There was no difference in threshold in the first training block between the two groups that were randomized to sham or anodal tDCS (independent samples t-test: t = 2.7; p = 0.12). There was a difference in this measure at baseline if all three groups are compared, but this simply reflects the lower starting threshold in the no stimulation group in the previous study [one-way ANOVA: F(2,30) = 5.7; p = 0.008].
Performance levels in the daily motion perception training blocks when normalized to the first block were indistinguishable across the three groups (Figure 3B). While there was a significant effect of training block [F(9,252) = 16.3; p < 0.001], indicating that participants learned the task, there was no difference between the anodal, sham and no stimulation groups [F(2,28) = 1.5; p = 0.23]. The interaction term, which would indicate a differential rate of learning between the groups, was also not significant [F(18,252) = 1.2; p = 0.24].

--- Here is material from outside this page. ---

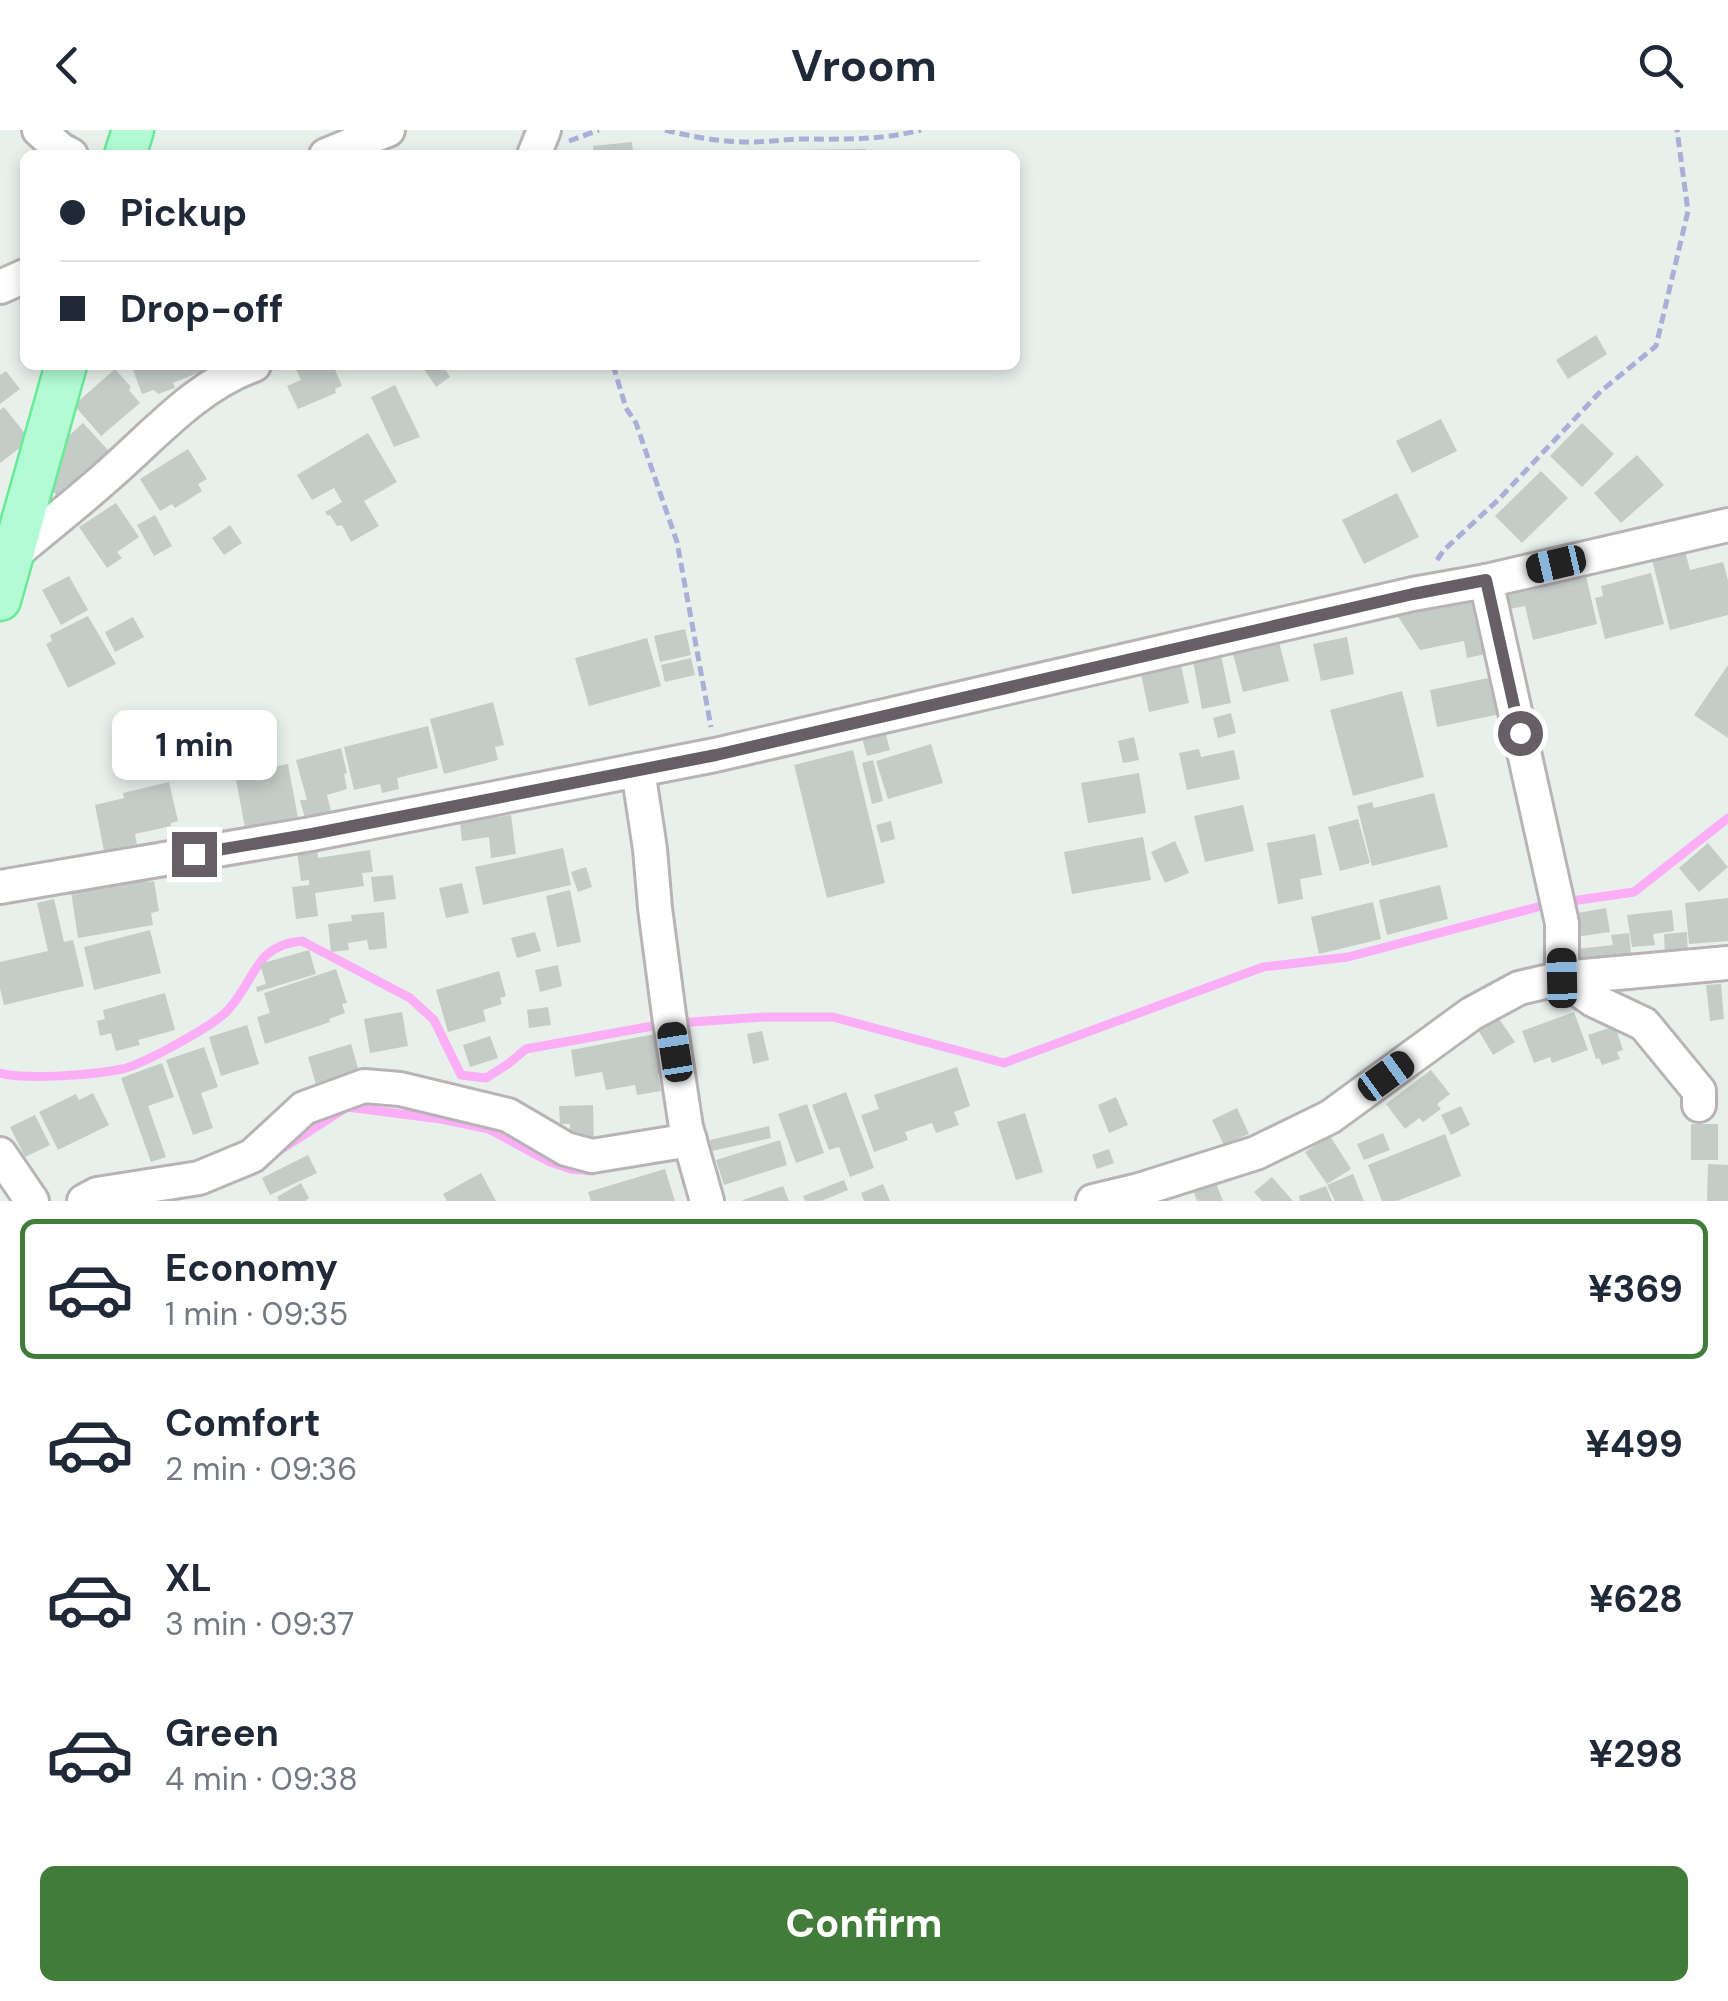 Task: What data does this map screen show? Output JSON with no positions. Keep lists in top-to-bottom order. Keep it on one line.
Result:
{"page":{"header":"Vroom","banner":["Pickup","Drop-off"],"bubble":"1 min","list":[{"name":"Economy","note":"1 min · 09:35","value":"¥369"},{"name":"Comfort","note":"2 min · 09:36","value":"¥499"},{"name":"XL","note":"3 min · 09:37","value":"¥628"},{"name":"Green","note":"4 min · 09:38","value":"¥298"}],"buttons":"Confirm"}}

To aid interpretation of the null effect of tDCS on the normalized data, a Bayesian repeated measures ANOVA was also performed. The pattern of results was consistent across both frequentist and Bayesian analyses. The main effect of training was significant, reflected in a higher Bayes factor for the alternative hypothesis (H1: training changes behavioral performance) than the null hypothesis (H0: no behavioral effect of training; BF10 = 1.6 × 1018). In contrast, the Bayes factor for the effect of tDCS stimulation condition (H1) was less than one (BF10 = 0.37). The reciprocal value (BF01 = 2.7) suggests that the data are 2.7 times more likely under the null hypothesis (that there is no effect of tDCS condition) than the alternative hypothesis, providing anecdotal evidence for this conclusion. The Bayes factor for the interaction term is 0.13, providing strong evidence for no interaction (7.6 times more likely than the alternative hypothesis).
Figure 4 shows the learning index calculated from the two pre- and post-training assessment sessions for the different groups. There was no significant difference between anodal, sham and no stimulation groups neither for the trained hemifield [one-way ANOVA: F(2,30) = 1.754, p = 0.192] nor the untrained hemifield [one-way ANOVA: F(2,30) = 2.283, p = 0.121]. A one-way Bayesian ANOVA was also performed on the learning index, and, consistent with the previous result, provided anecdotal evidence in favor of the null hypothesis (BF10 = 0.63; BF01 = 1.59). The effect sizes of the training-related task improvement for the sham and anodal groups were d = 4.3 and d = 3.0, respectively. The effect size for the difference between anodal and sham tDCS was small at d = 0.13.
Figure 4. The learning indices for all participants, measured as the change between the pre- and post-training assessment sessions. There was no difference in learning index between the Anodal, Sham or No stimulation groups, neither in the hemisphere that was trained, nor in the untrained hemisphere.
Next we tested if anodal tDCS would enhance consolidation of visual learning across consecutive days. Offline consolidation refers to performance gains that occur after training during a rest interval. In this task, offline consolidation would be reflected in a lower direction discrimination threshold the day after training compared to the threshold achieved at the end of the previous day. Forgetting would be reflected in a threshold increase. Maintenance of learning would be reflected in no change across the interval between days. Figure 3 indicates there was no clear evidence of offline consolidation across consecutive days. Further, a one-way ANOVA on the mean difference in performance between consecutive days indicated no effect of tDCS on consolidation [F(2,30) = 1.52, p = 0.24]. Similarly, the Bayesian ANOVA provided anecdotal evidence in favor of the null hypothesis (BF10 = 0.54; BF01 = 1.85). We acknowledge that this measure of “consolidation” is not pure, however, since participants received tDCS (anodal or sham) during both blocks. A pure measure of consolidation would require a separate assessment session in the absence of stimulation.
Discussion
All participant groups included in this study showed significant improvement in direction discrimination thresholds over the 5-day training period, consistent with previous results (Larcombe et al., 2017a,b). Furthermore, daily anodal tDCS to hMT+ during training had no effect on learning or offline consolidation.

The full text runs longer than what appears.